I would appreciate some additional documentation on chunking requirements. In particular, we should be explicit about the "concatenation" assumption to eliminate chunking algorithms such as Reed Solomon (aka Erasure Coding). I would also appreciate it if we could provide some discussion/documentation around how chunking should be applied when compression is supported:
- Should we chunk the big blob before compressing it or after?
- Should we compress the chunks? etc...
cc: @bergsieker @roloffs @ulfjack
I will be sending out a Google Meet invitation later so that the Working Group can discuss and decide on this. The invitation shall target Feb 11, the 1-hour time slot after monthly the Remote Execution API meeting. If that time slot does not work, please propose 2-3 new time slots to replace.
If anyone else is interested in joining the call, please comment below your email (or let me know on BazelBuild Slack) and I will forward the invite.
Please add me.
cc: @aehlig
Thanks for the good summary of the proposals. I agree that we probably want both approaches.
I'd like to just add a remark about the agreement on the chunking algorithm. In my opinion it plays quite a different role in the two approaches.

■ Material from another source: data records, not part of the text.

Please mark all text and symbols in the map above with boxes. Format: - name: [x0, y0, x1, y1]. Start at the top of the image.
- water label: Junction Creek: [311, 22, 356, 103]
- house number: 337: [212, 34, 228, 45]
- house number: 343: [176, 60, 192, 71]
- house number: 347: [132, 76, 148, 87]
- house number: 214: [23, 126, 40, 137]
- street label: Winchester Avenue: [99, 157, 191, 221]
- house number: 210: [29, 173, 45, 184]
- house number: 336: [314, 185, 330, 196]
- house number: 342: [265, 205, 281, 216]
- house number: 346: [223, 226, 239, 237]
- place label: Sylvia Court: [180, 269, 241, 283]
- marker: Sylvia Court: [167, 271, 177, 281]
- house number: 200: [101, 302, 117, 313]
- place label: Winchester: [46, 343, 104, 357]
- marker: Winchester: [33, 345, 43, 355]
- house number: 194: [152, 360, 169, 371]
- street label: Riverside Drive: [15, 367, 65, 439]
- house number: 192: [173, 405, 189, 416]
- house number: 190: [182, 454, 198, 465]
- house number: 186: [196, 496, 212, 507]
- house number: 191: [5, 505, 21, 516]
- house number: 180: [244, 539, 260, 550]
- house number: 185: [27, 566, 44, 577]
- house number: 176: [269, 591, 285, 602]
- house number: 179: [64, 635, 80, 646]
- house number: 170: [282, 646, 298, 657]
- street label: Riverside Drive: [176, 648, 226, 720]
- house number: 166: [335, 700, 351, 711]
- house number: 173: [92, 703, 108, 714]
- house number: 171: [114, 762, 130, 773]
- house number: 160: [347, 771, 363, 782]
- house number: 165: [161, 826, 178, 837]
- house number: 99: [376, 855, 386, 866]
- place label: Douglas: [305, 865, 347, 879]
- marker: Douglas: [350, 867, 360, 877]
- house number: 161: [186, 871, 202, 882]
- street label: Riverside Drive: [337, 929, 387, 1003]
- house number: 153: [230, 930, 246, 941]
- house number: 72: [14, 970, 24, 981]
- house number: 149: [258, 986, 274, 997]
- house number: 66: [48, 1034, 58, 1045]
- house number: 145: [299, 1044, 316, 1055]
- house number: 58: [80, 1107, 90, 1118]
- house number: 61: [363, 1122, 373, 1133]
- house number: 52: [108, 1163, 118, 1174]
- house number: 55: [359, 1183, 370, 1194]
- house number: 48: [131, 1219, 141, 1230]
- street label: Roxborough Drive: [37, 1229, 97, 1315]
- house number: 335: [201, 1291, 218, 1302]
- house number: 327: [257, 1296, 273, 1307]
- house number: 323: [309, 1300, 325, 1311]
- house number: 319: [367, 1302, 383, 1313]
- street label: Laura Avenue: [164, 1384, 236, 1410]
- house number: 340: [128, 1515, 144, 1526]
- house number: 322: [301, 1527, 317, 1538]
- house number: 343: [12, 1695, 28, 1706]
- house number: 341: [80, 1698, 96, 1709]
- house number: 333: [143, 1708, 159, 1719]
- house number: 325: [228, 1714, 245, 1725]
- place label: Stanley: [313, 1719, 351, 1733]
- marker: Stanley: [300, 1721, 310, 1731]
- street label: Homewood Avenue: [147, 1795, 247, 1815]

- For the split/splice proposal, the agreement on a splitting algorithm is a question of performance; the more involved parties agree, the better the deduplication and hence the saved traffic. But even if some client splits differently, there is at least some saving, and, more importantly everything is correct.
- For the manifest proposal, on the other hand, the splitting algorithm is at the core of the definition. Since we hash the manifest (and not the denoted sequence of bytes of the underlying blob), the hash depends on the splitting algorithm used. So, essentially, the splitting algorithm is part of the definition of the manifest hash. (Recall that the property that every blob has precisely one hash (for a fixed hashing algorithm) is an essential property of a CAS that the the key addressing the object is a function of the content.)
Thanks @sluongng for your nice summary of the proposals, please add me as well.
I sent out the meeting invites. Also added @moroten as he seems interested in one of the proposals.
Some notes:
- Downloads seem more important than uploads; on one of our larger single-customer clusters, the ratio of downloads to uploads (with bwotb enabled) is ~700 TB/10TB.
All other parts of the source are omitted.